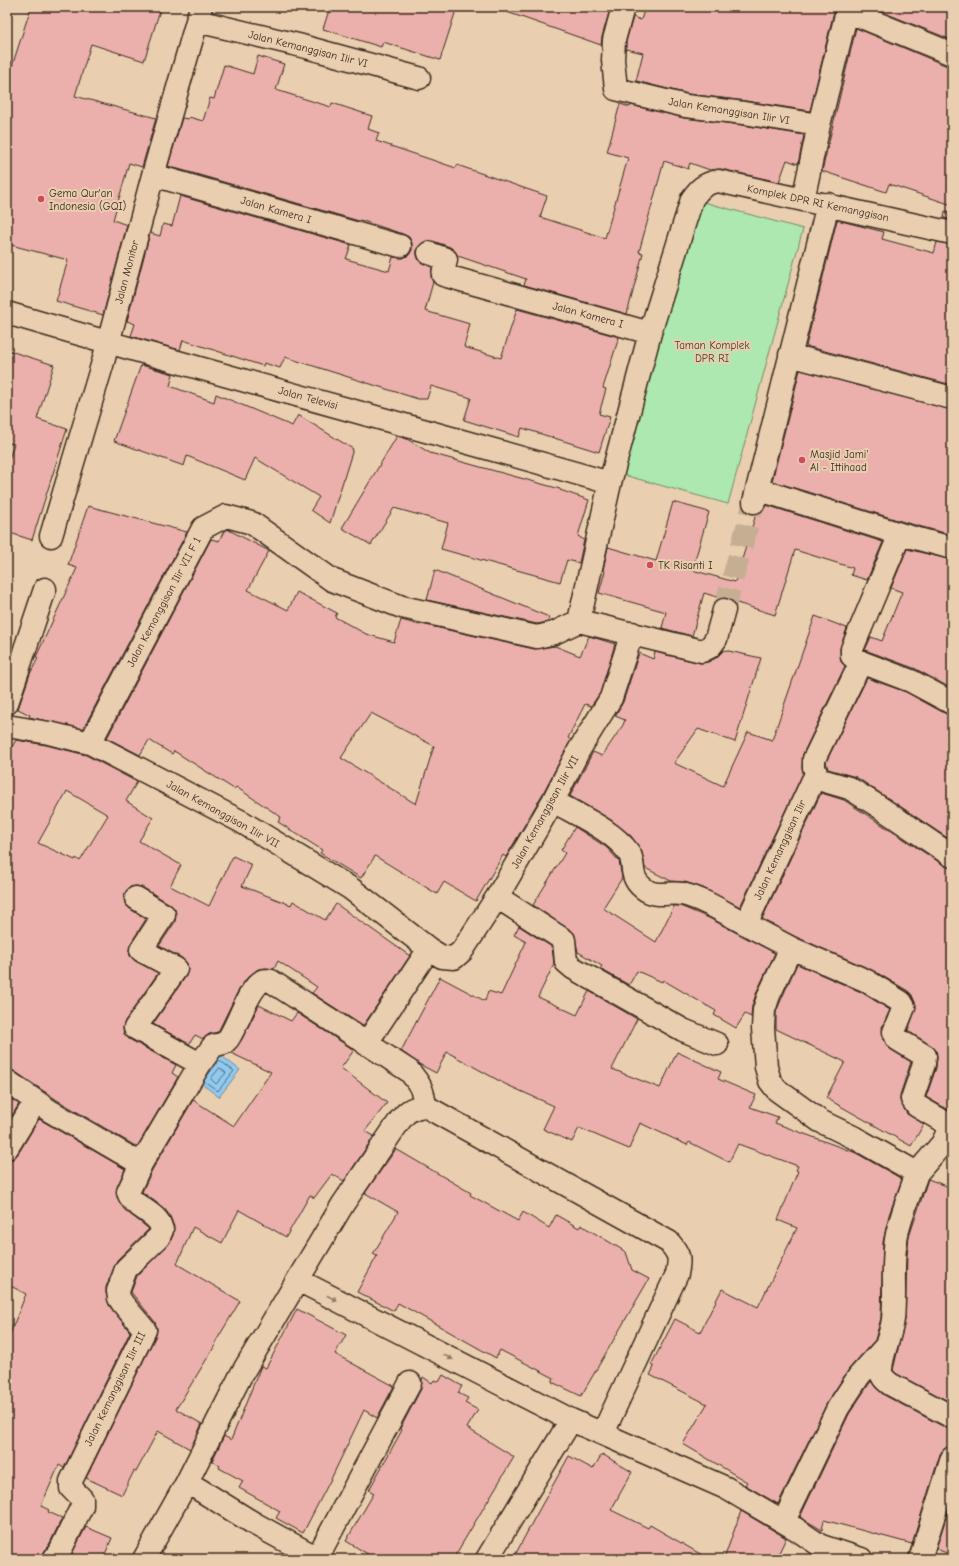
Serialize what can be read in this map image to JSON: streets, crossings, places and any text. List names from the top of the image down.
{
  "streets": {
    "street": [
      "Jalan Kemanggisan Ilir VI",
      "Komplek DPR RI Kemanggisan",
      "Jalan Kamera I",
      "Jalan Monitor",
      "Jalan Televisi",
      "Jalan Kemanggisan Ilir VII F 1",
      "Jalan Kemanggisan Ilir VII",
      "Jalan Kemanggisan Ilir",
      "Jalan Kemanggisan Ilir III"
    ]
  },
  "crossings": [
    ["Jalan Kemanggisan Ilir VI", "Jalan Monitor"],
    ["Komplek DPR RI Kemanggisan", "Jalan Kamera I"],
    ["Jalan Kamera I", "Jalan Monitor"],
    ["Jalan Monitor", "Jalan Televisi"],
    ["Jalan Kemanggisan Ilir VII F 1", "Jalan Kemanggisan Ilir VII"]
  ],
  "parks": ["Taman Komplek DPR RI"],
  "places": ["Gema Qur'an Indonesia (GQI)", "Masjid Jami' Al - Ittihaad", "TK Risanti I"]
}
────────────────────
• Required action
Omit the pictures; print the records above exactly.

• Answer space
Serialize what can be read in this map image to JSON: streets, crossings, places and any text. List names from the top of the image down.
{
  "streets": {
    "street": [
      "Jalan Kemanggisan Ilir VI",
      "Komplek DPR RI Kemanggisan",
      "Jalan Kamera I",
      "Jalan Monitor",
      "Jalan Televisi",
      "Jalan Kemanggisan Ilir VII F 1",
      "Jalan Kemanggisan Ilir VII",
      "Jalan Kemanggisan Ilir",
      "Jalan Kemanggisan Ilir III"
    ]
  },
  "crossings": [
    ["Jalan Kemanggisan Ilir VI", "Jalan Monitor"],
    ["Komplek DPR RI Kemanggisan", "Jalan Kamera I"],
    ["Jalan Kamera I", "Jalan Monitor"],
    ["Jalan Monitor", "Jalan Televisi"],
    ["Jalan Kemanggisan Ilir VII F 1", "Jalan Kemanggisan Ilir VII"]
  ],
  "parks": ["Taman Komplek DPR RI"],
  "places": ["Gema Qur'an Indonesia (GQI)", "Masjid Jami' Al - Ittihaad", "TK Risanti I"]
}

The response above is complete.